### REQUIREMENT
Would you please write out only the lines running from the top of the listing through the one holding "c.font = font", exactly, with both ends kept and pictures left out?

........

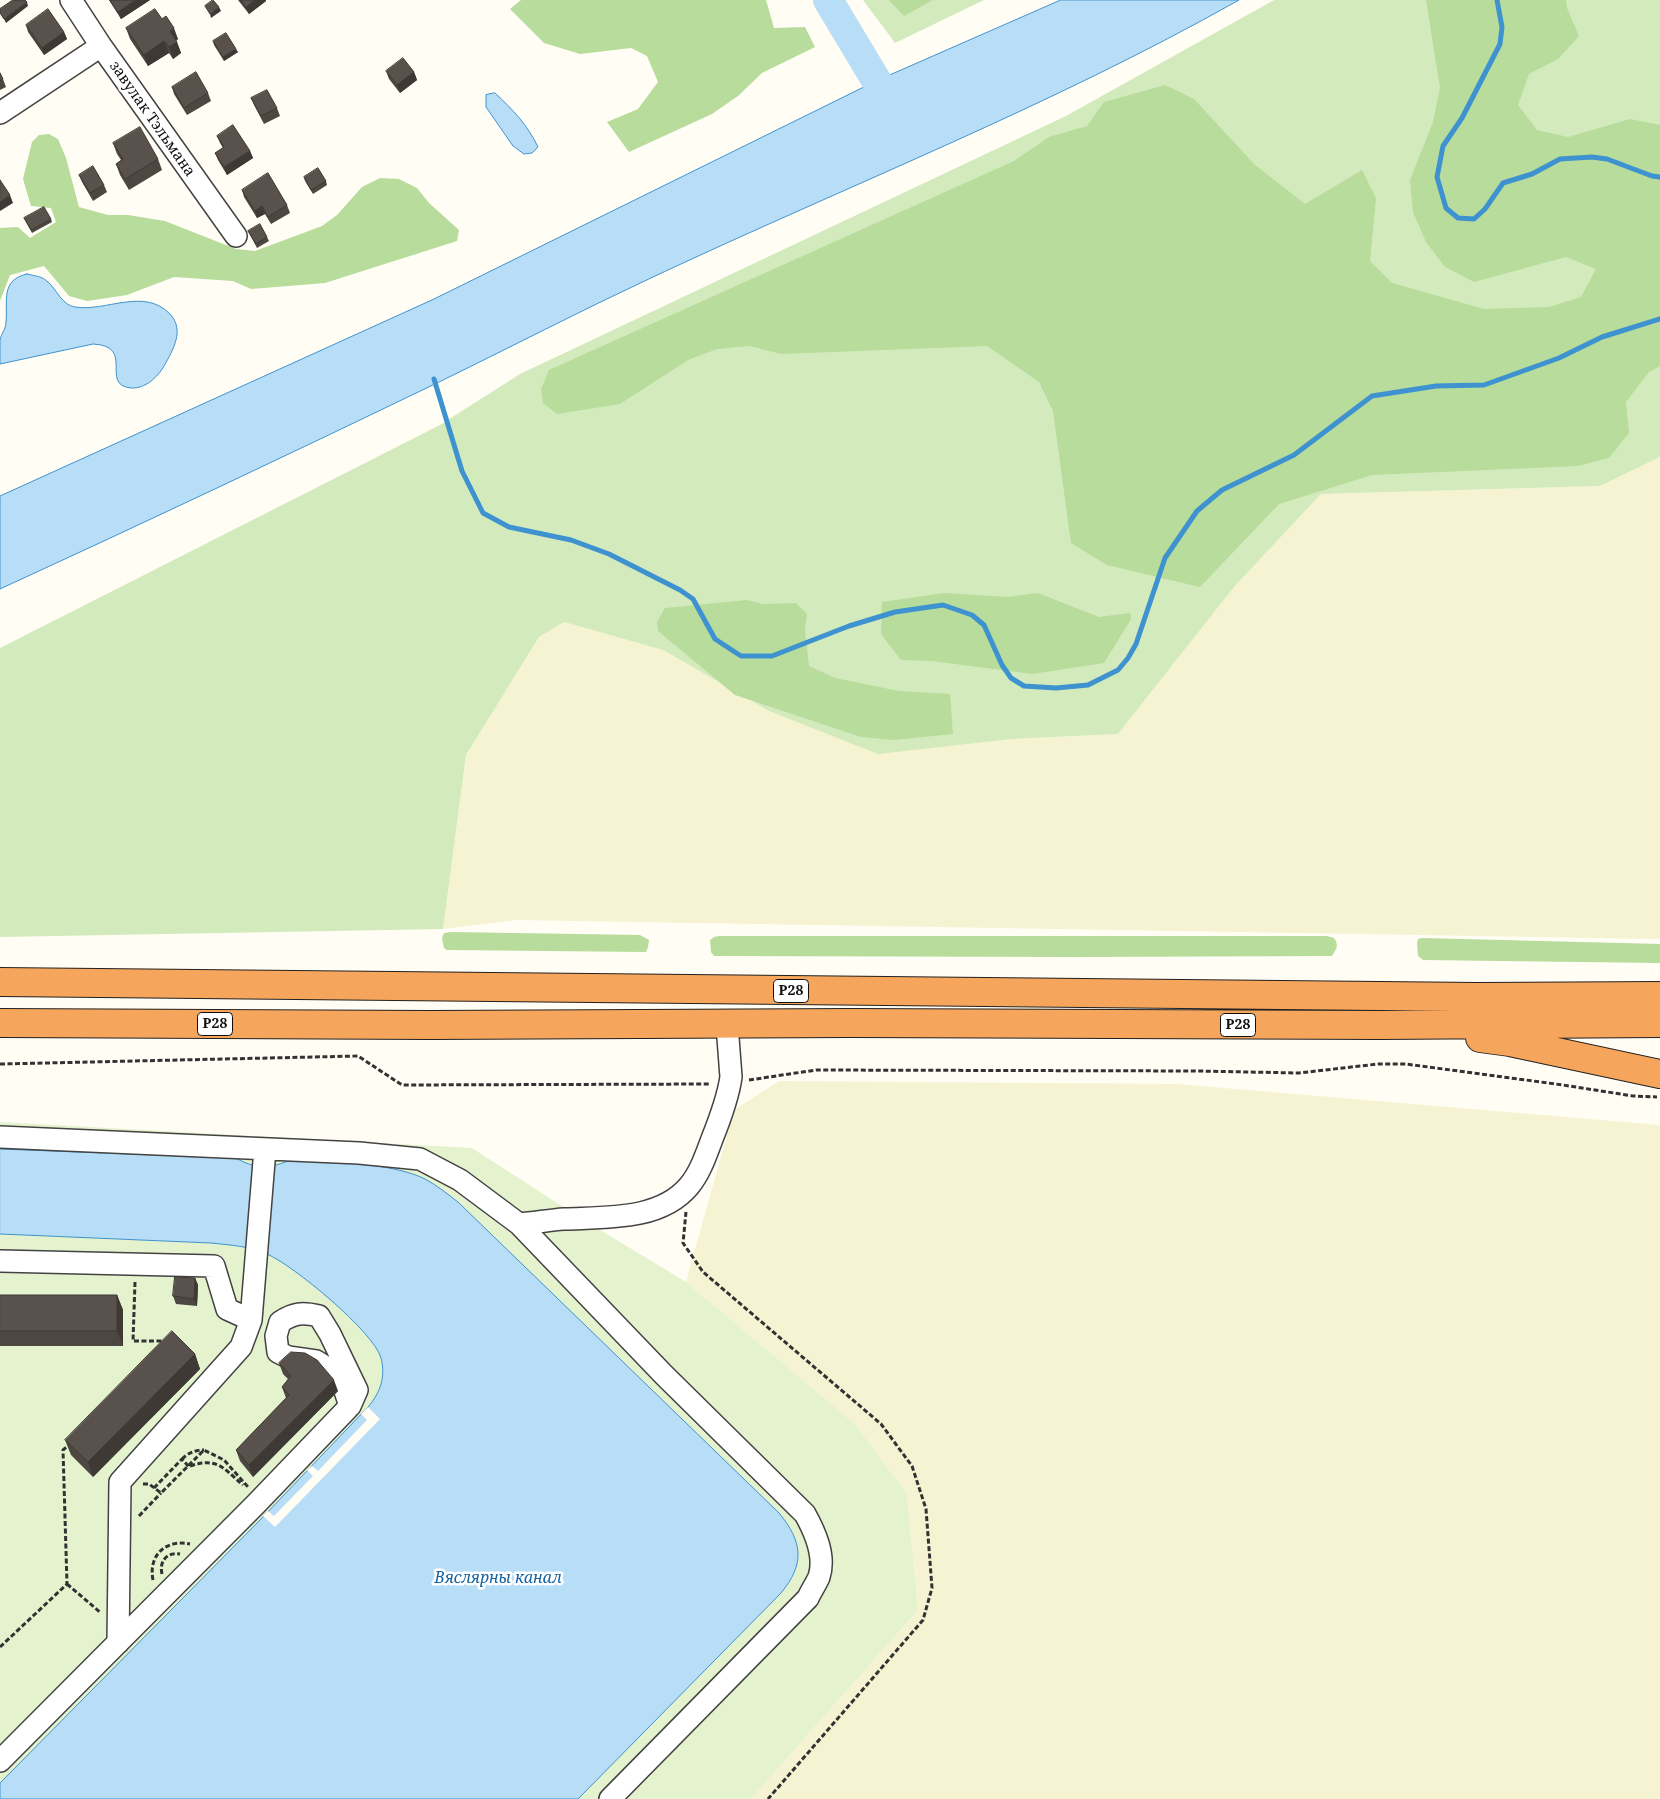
<!DOCTYPE html>
<meta charset="utf-8">
<style>
body{margin:0}
canvas{display:block;background:#fffdf4}
</style>
<canvas width="1660" height="1799"></canvas>
<script>
const c = document.querySelector('canvas').getContext('2d');
c.lineJoin = 'round';
function fillPath(path, color) {
  c.fillStyle = color;
  c.fill(path, 'evenodd');
}
function stroke(path, color, width, dash) {
  c.strokeStyle = color;
  c.lineWidth = width;
  c.lineCap = dash ? 'butt' : 'round';
  c.setLineDash(dash || []);
  c.stroke(path);
}
function write(font, color, halo, rows, align = 'center') {
  c.font = font + ' "Noto Serif",serif';
  c.lineWidth = 5;
  c.setLineDash([]);
  c.textBaseline = 'middle';
  c.strokeStyle = halo;
  c.fillStyle = color;
  for (const [text, x, y, turn = 0] of rows) {
    c.save();
    c.translate(x, y);
    c.rotate((+turn || 0) * Math.PI / 180);
    c.textAlign = isNaN(turn) ? turn : align;
    if (halo) c.strokeText(text, 0, 0);
    c.fillText(text, 0, 0);
    c.restore();
  }
}
fillPath(new Path2D(`
 M1660,457V939L516,920L443,929L466,755L539,637L564,622L663,650L769,711L1011,739L1118,734L1234,587L1321,494L1600,486Z
 M779,1081L1177,1084L1660,1125V1799H751L918,1610L907,1494L855,1424L686,1282L734,1110Z`), '#f6f3d3');
fillPath(new Path2D(`
 M863,0H984L895,43Z
 M1274,0H1660V457L1600,486L1321,494L1234,587L1118,734L1011,739L878,754L769,711L663,650L564,622L539,637L466,755L443,929L0,937V648L440,425L520,374L1066,116Z`), '#d3ebbc');
fillPath(new Path2D(`
 M521,0H766L774,28L805,27L815,47L762,73L738,96L712,114L629,152L607,122L638,109L658,82L647,56L631,48L580,54L544,43L510,9Z
 M889,0H933L904,16Z
 M1426,0H1566L1567,8L1579,36L1558,59L1529,74L1518,105L1537,130L1568,137L1630,119L1660,125V366L1649,372L1626,402L1629,433L1609,458L1578,466L1372,475L1279,504L1200,587L1107,565L1071,543L1053,411L1039,382L987,346L781,354L750,346L717,349L688,360L620,404L557,414L543,403L541,389L549,370L1014,161L1049,137L1087,126L1104,102L1165,85L1194,99L1255,165L1305,204L1362,170L1376,198L1370,261L1392,283L1484,309L1549,307L1581,297L1596,269L1566,257L1474,282L1445,267L1426,242L1413,212L1410,180L1433,122L1440,88Z
 M49,134L58,139L66,158L79,207L108,215H128L165,221L236,249L255,251L322,226L337,215L362,187L380,178L399,179L417,188L429,203L459,230L457,241L325,283L251,289L233,281L174,277L127,295L87,301L69,296L44,266L10,275L0,301V228L18,227L30,238L56,222L51,208L31,206L23,179L32,142L39,135Z
 M944,593L1007,597L1038,593L1099,617L1130,613L1131,619L1104,663L1032,674L932,661L901,660L881,634L882,602Z
 M747,600L763,604L796,603L807,614L805,630L809,666L835,678L899,691L950,694L953,734L894,740L861,737L735,695L658,631L657,622L665,608Z
 M451,932L640,935L649,940L648,947L646,952L447,950L444,948L442,938L444,933Z
 M719,936H1327L1334,938C1339,945 1337,948 1332,956L1078,957L714,956L711,952L710,940L714,937Z
 M1422,938L1660,944V963L1423,960L1418,956L1417,943L1418,939Z`), '#b7dc9b');
fillPath(new Path2D(`
 M0,1122L472,1148L582,1219L686,1282L855,1424L907,1494L918,1610L751,1799H0Z`), '#e5f2ce');
const water = new Path2D(`
 M1061,0H1239C1051,106 849,185 653,277C580,311 509,348 437,383C292,453 146,522 0,589V496L434,299L876,81Z
 M495,93C513,110 527,124 538,147L532,153L524,154L513,146L486,107V95Z
 M27,274C35,276 42,276 48,282C57,290 62,305 75,307C106,312 144,287 170,314C185,330 173,350 164,366C158,377 145,389 131,388C99,385 136,346 93,344L0,364C0,357 0,348 0,340C1,334 6,329 6,322C8,301 0,280 27,274Z
 M0,1149L236,1158C248,1165 261,1169 276,1165C282,1164 288,1160 294,1160C328,1160 396,1164 425,1179C438,1186 449,1195 459,1203L779,1513C803,1542 805,1564 781,1593L578,1799H0V1783L261,1519L368,1407C380,1393 386,1377 381,1358C374,1332 293,1265 267,1254C250,1246 229,1245 211,1243L0,1234Z`);
fillPath(water, '#b8def7');
stroke(water, '#3e92cf', 1);
fillPath(new Path2D(`
 M368,1407L380,1419L275,1527L263,1516L268,1511L274,1516L313,1476L307,1470L312,1466L318,1471L367,1420L361,1414Z`), '#fffdf4');
stroke(new Path2D(`
 M1497,0L1502,27L1500,44L1462,118L1443,146L1437,177L1446,208L1458,218L1474,219L1485,209L1503,183L1532,174L1560,159L1592,157L1607,159L1652,176L1660,177
 M434,379L462,471L483,513L509,527L571,540L609,554L680,590L693,599L715,639L741,656H772L849,626L895,612L943,605L972,615L984,625L1002,665L1011,678L1024,686L1056,688L1088,685L1118,670L1128,658L1136,644L1165,558L1197,511L1222,490L1294,455L1372,396L1436,386L1484,385L1559,358L1602,337L1660,319`), '#3e92cf', 5);
stroke(new Path2D(`
 M828,0L897,115`), '#b8def7', 30);
const minor = new Path2D(`
 M71,0L101,46L236,236
 M0,113L101,46
 M0,1137L359,1153L420,1159L460,1180L519,1224C534,1223 549,1220 564,1219C604,1217 660,1221 689,1186C700,1173 706,1155 712,1139C720,1119 728,1098 731,1077L727,1025
 M519,1224L664,1375L805,1514C815,1532 826,1556 819,1577C816,1584 811,1591 808,1598L610,1799
 M0,1261L214,1266L227,1309L251,1320
 M118,1643L120,1482L241,1347L251,1320L265,1149
 M0,1761L256,1504L350,1406L357,1390L330,1334L319,1316C302,1312 294,1313 280,1322L276,1336L278,1352L288,1357L316,1361L340,1376L350,1406`);
const highway = new Path2D(`
 M0,982L1478,997L1660,996
 M0,1023L430,1025L850,1023L1380,1025L1660,1023
 M1480,1038L1510,1042L1660,1074`);
stroke(minor, '#434343', 24);
stroke(highway, '#212121', 30);
stroke(new Path2D(`
 M0,1064L358,1056L402,1085L711,1084
 M749,1080L816,1070L1199,1071L1299,1073L1378,1064H1406L1563,1085L1633,1096L1657,1097
 M686,1212L683,1243L703,1272L881,1424L912,1466L926,1509L932,1588L923,1620L768,1799
 M135,1282L133,1341H165
 M182,1459C188,1453 195,1450 204,1450
 M190,1466C218,1457 223,1468 243,1485
 M143,1484H149L161,1493L204,1450L224,1460L248,1487
 M154,1488L182,1459L189,1467
 M139,1516L161,1493
 M162,1574C159,1561 167,1552 180,1554
 M153,1580C148,1555 166,1539 190,1544
 M67,1584L101,1613
 M0,1647L67,1584L63,1450L70,1444`), '#323232', 3, [5, 2.5]);
stroke(minor, '#fff', 21);
stroke(highway, '#f5a55c', 28);
fillPath(new Path2D(`
 M109,0H150L121,19Z
 M238,0H266V1L249,14Z
 M162,19L178,39L176,40L181,53L173,59L169,53L148,66L130,39L126,28Z
 M26,25L64,32L67,39L44,55L28,32Z
 M213,41L238,52L224,61L214,45Z
 M386,71L414,72L417,80L400,93L389,79Z
 M0,73L3,79L6,87L0,90Z
 M172,87L208,93L211,101L187,115L174,94Z
 M251,98L277,108L280,116L264,124L254,105Z
 M217,136L250,151L253,158L227,175L218,160L215,153L223,148L220,143Z
 M113,143L158,159L162,170L129,190L120,175L116,164L121,160L117,154Z
 M79,175L104,185L107,192L93,201L82,182Z
 M304,177L326,181L327,185L313,194L305,181Z
 M242,190L287,205L290,213L271,224L265,214L257,218L244,197Z
 M24,218L51,219L52,222L32,233Z
 M248,231L267,237L269,241L257,248Z
 M195,1278L198,1285L197,1306L176,1304L173,1296Z
 M0,1295H117L123,1310V1346H0Z
 M195,1354L200,1369L93,1477L71,1455L65,1440Z
 M279,1363L338,1391L253,1477L240,1461L236,1450L286,1398L282,1387L288,1379L283,1374Z`), '#4d4741');
fillPath(new Path2D(`
 M136,0H150L121,19L118,12Z
 M255,0H266V1L249,14L246,7Z
 M27,2L28,6L6,23L4,19Z
 M219,7L221,11L211,18L210,14Z
 M174,28L178,39L174,42L170,31Z
 M64,32L67,39L44,55L42,48Z
 M164,41L169,53L148,66L144,55Z
 M177,42L181,53L173,59L169,47Z
 M236,49L238,52L224,61L223,57Z
 M414,72L417,80L400,93L397,85Z
 M250,151L253,158L227,175L224,167Z
 M10,195L13,203L0,211V202Z
 M262,206L265,214L257,218L255,211Z
 M195,1278L198,1285L197,1306L194,1299Z
 M117,1295L123,1310V1346L117,1331Z
 M195,1354L200,1369L93,1477L88,1462Z
 M334,1380L338,1391L253,1477L249,1465Z`), '#3e3935');
const building = new Path2D(`
 M13,0H25L27,2L4,19L0,13V9Z
 M110,0H136L118,12Z
 M213,0L219,7L210,14L205,6Z
 M241,0H255L246,7Z
 M48,9L64,32L42,48L26,25Z
 M155,9L162,19L166,16L174,28L170,31L177,42L169,47L164,41L144,55L126,28Z
 M226,33L236,49L223,57L213,41Z
 M403,58L414,72L397,85L386,71Z
 M196,72L208,93L184,108L172,87Z
 M0,73L3,79L0,81Z
 M267,90L277,108L261,116L251,98Z
 M233,125L250,151L224,167L215,153L224,147L217,136Z
 M140,127L158,159L125,179L116,164L123,159L113,143Z
 M93,166L104,185L90,193L79,175Z
 M318,168L326,181L311,190L304,177Z
 M268,173L287,205L268,217L262,206L255,211L242,190Z
 M0,180L10,195L0,202Z
 M44,207L51,219L31,230L24,218Z
 M260,224L267,237L256,244L248,231Z
 M175,1277L195,1278L194,1299L173,1296Z
 M0,1295H117V1331H0Z
 M172,1331L195,1354L88,1462L65,1440Z
 M291,1352L305,1353L317,1360L334,1380L249,1465L236,1450L289,1395L282,1387L291,1376L279,1363Z`);
fillPath(building, '#59524c');
stroke(building, '#3e3935', 1);
for (const [x, y, w] of [
 [791,991,35],
 [215,1024,35],
 [1238,1025,35]
]) {
  const box = new Path2D();
  box.roundRect(x - w / 2, y - 11.5, w, 23, 4);
  c.fillStyle = '#fff';
  c.fill(box);
  stroke(box, '#101010', 1);
}
write('bold 14px', '#101010', null, [
 ["Р28",791,991],
 ["Р28",215,1024],
 ["Р28",1238,1025]
]);
write('15px', '#101010', '#fff', [
 ["завулак Тэльмана",152,119,55]
]);
write('italic 16px', '#1764a5', '#fff', [
 ["Вяслярны канал",498,1578]
]);
</script>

........

### EXPECTED OUTPUT
<!DOCTYPE html>
<meta charset="utf-8">
<style>
body{margin:0}
canvas{display:block;background:#fffdf4}
</style>
<canvas width="1660" height="1799"></canvas>
<script>
const c = document.querySelector('canvas').getContext('2d');
c.lineJoin = 'round';
function fillPath(path, color) {
  c.fillStyle = color;
  c.fill(path, 'evenodd');
}
function stroke(path, color, width, dash) {
  c.strokeStyle = color;
  c.lineWidth = width;
  c.lineCap = dash ? 'butt' : 'round';
  c.setLineDash(dash || []);
  c.stroke(path);
}
function write(font, color, halo, rows, align = 'center') {
  c.font = font + ' "Noto Serif",serif';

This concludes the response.